First, we run linear regression to predict the MEDV (dependent variable) while using the 10 explanatory variables out of 13 since the categorical data which is CR01, CHAS and RAD will be removed. When we run it, summary(Linear_Model1) displays multiple R-squared value of 0.7167. We see from the results that there are many variables which have a high P Value and are insignificant, so we think that the multiple r square value can be improved by removing these variables. So, we remove INDUS, AGE, TAX which had 0 stars and higher P Value. After removing we are left with 7 explanatory variables, so we run the function summary(Linear_Model2) which gives us the multiple R- squared value as 0.7163 which is almost the same as earlier output. Again, we repeat the procedure of removing the variables with less stars, so we remove ZN and CRIM. Now with 5 significant explanatory variables with lower P values and high stars our multiple mean square value comes out to be 0.7081 in our summary(Linear_Model3). By changing different variables we see that some variables which are showing low significance when computed against all the variables usually are significant when they are placed with a few variables just to check the fitness of our models so in Linear_Model4 you can see that when NOX and PTRATIO are replaced by CRIM and ZN, the result show a decrease in the value of R-square(0.6737). In Linear_Model5 we remove CRIM, DIS and ZN, keeping only two variables LSTAT and RM. The results again show a decrease in R square and adjusted R square having values of 0.6386 and 0.6371 respectively. Now we check the impact of only one variable i.e. LSTAT on MEDV. The summary(Linear_Model6) gives us a an R-square of 0.5441 and adjusted R-square of 0.5432. We can observe that both the values have decreased a lot from the previous model which shows LSTAT has the most negative impact on MEDV as shown by the below graph.

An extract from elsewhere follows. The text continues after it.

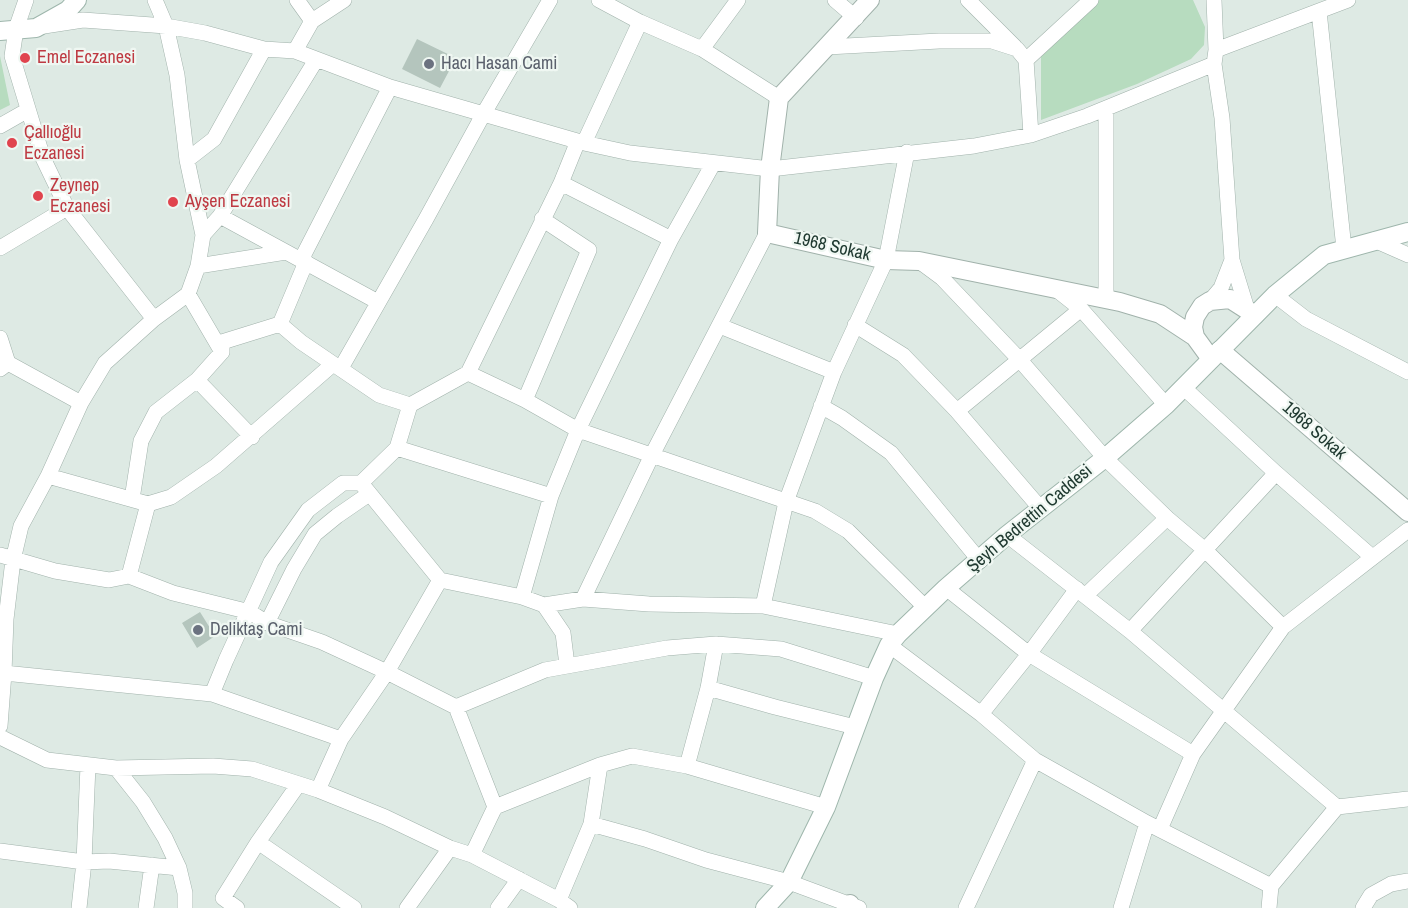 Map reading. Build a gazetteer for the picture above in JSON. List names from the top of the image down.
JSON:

For further accuracy we use other models to determine the right model for the prediction of MEDV. We built 3 models of polynomial regression. The first model ‘Polynomial’ only contains one explanatory variable LSTAT. The second model ‘Polynomial2” contains Linear_Model3 variables which are NOX, RM, DIS, PTRATIO, LSTAT. The third model ‘Polynomial3’ contains Linear_Model4 variables which are CRIM, ZN, RM, DIS, LSTAT. For higher accuracy and precision, we need to calculate the degree at which the regression will be run successfully. Through automation the degree which we computed using R is 10. We run the regression on the computed degree, we observe that the R-square value in Polynomial2 has the highest value of Multiple R-squared: 0.7725 at degree 10. The graphs of all models are shown below:

We perform Cross Validation to determine the Accuracy of Models that we have used in order to determine which model is the best one, keeping all the models the same.

We first apply cross validation on one variable, LSTAT. Multiple R-squared is 0.5326, Adjusted R-squared is 0.5314 on Train data, and for the Test data Multiple R-squared is 0.5897and Adjusted R-squared is 0.5855. By looking at the adjusted R squared values of both datasets we conclude that Linear_Model6 is not predicting MEDV effectively.

Now we apply cross validation on a multiple variable model (Linear_Model3). Multiple R-squared is 0.7202, Adjusted R-squared is 0.7167 on Train data, and for the Test data Multiple R-squared is 0.6846, Adjusted R-squared is 0.6678. By looking at the adjusted R squared values of both datasets we conclude that Linear_Model3 is predicting MEDV effectively and accurately.

Lastly, cross validation is applied on Linear_Model4. Multiple R-squared is 0.6845, Adjusted R-squared is 0.6806 on Train data, and for the Test data Multiple R-squared is 0.6969, Adjusted R-squared is 0.6808. By looking at the adjusted R squared values of both datasets we conclude that Linear_Model4 is predicting MEDV effectively and accurately.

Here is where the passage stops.